何度も書いているように高野口産地は、和歌山県の高野山のふもとに位置し、カットパイルと呼ばれる素材を活かしてフェイクファーやモケット、金華山織りなどの素材を製造する産地である。

この岡田織物はほとんどフェイクファーに特化して製造販売する企業だ。

繊維業界の中でも高野口産地はそれほど知られていない場合がある。
もちろん岡田織物も知られていない場合もある。
高野口産地で製造するフェイクファーの特徴も知られていない。

安いアジア製に比べると、毛足が柔らかく滑らかで、少々引っ張っても毛が抜けないという特徴がある。

岡田織物はだいたい国内販売が7割、海外販売が3割という売り上げ構成となっている。
海外と聞くと、経済成長著しい中国か?と連想する方も多いが、ここはヨーロッパのラグジュアリーブランドへ販売している。
今秋物として、某イタリアブランドにはストール用に800反を販売したというし、某フランスブランドにはスカート用として2000メートルを販売した。
通常生地の反物は50メートル巻きが多いので、1反=50メートルと仮定すると、フランスブランド向けのスカート用生地はだいたい400反くらいとなる。

日本の有名アパレルブランドが、1型あたり3反~5反程度、多くても10反程度しか買わないことを考えると、イタリアブランドもフランスブランドも莫大な量を岡田織物から購入していることになる。

さて、残念なことに岡田織物のこの実績も世間的にはあまり知られていない。
おそらく繊維業界でも大部分の方はご存知ないかもしれない。

今回は岡田織物を一例に出したが、同じように知られていないが、実績のある企業は他にもたくさんあるにちがいない。
そういえば、デニム生地製造のクロキもヨーロッパのラグジュアリーブランドに生地を定期的に販売している。
これもクロキ側が情報発信を国内にしないので、あまり知られていない事例かもしれない。

そういう意味では国内製造業には、この他にもまだまだ隠れた実力企業が存在するのではないか。

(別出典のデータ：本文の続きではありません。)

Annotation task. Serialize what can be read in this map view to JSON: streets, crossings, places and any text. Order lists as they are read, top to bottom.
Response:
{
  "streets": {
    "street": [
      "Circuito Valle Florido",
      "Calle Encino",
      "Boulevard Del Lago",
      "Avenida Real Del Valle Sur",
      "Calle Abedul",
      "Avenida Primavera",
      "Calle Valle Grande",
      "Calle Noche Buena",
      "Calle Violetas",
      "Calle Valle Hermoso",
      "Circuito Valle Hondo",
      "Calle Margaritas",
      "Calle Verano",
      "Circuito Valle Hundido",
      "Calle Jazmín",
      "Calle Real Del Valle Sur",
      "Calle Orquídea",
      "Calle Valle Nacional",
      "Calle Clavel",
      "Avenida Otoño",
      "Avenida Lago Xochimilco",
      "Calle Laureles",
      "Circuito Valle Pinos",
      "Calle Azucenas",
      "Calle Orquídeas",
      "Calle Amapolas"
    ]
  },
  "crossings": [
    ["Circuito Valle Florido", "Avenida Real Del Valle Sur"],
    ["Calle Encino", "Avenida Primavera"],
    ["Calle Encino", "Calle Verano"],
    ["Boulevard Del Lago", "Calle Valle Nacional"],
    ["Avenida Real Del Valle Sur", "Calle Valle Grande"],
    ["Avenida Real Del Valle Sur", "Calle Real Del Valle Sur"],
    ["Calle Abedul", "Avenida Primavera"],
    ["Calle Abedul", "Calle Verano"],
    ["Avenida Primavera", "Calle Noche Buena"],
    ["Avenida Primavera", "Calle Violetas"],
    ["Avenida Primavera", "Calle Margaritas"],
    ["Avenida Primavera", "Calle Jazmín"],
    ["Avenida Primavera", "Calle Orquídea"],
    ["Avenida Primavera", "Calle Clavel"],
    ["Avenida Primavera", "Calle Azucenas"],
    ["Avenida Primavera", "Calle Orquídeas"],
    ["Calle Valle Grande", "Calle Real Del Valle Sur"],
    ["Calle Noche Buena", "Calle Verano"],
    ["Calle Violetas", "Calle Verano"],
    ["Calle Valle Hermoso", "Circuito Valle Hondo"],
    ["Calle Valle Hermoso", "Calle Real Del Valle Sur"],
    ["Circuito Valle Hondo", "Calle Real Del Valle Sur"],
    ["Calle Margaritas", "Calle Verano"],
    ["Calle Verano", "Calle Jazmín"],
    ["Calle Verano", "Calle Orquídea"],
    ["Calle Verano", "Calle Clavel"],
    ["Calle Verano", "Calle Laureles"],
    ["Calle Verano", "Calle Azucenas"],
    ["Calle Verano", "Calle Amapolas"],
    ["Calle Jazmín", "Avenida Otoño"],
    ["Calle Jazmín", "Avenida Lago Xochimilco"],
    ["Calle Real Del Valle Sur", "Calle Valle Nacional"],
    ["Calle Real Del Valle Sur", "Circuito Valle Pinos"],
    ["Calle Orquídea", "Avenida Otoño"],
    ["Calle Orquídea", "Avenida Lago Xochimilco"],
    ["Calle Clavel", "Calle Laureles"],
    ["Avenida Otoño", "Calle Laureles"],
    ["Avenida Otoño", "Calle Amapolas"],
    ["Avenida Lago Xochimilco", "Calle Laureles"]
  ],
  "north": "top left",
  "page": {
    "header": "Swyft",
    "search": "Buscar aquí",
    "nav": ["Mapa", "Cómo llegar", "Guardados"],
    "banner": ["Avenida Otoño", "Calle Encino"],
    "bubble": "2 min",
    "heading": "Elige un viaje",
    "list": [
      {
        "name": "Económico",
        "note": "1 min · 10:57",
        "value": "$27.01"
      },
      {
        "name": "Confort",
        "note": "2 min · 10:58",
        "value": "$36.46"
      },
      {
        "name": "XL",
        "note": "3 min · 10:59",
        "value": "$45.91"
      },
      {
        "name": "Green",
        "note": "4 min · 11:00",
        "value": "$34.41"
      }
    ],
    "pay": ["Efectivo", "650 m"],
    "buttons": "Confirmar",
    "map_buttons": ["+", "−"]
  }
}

このような企業と、デザイン力・発信力のある企業、販売営業力のある企業が上手く結び付いていないのが、現在の日本の繊維産業が苦戦している原因の一つではないかと感じる。

どこか一部が詰まっており、全体の流れが悪くなっているパイプラインを見ているような歯がゆさがある。

これも言うは易し、行うは難しなのだが。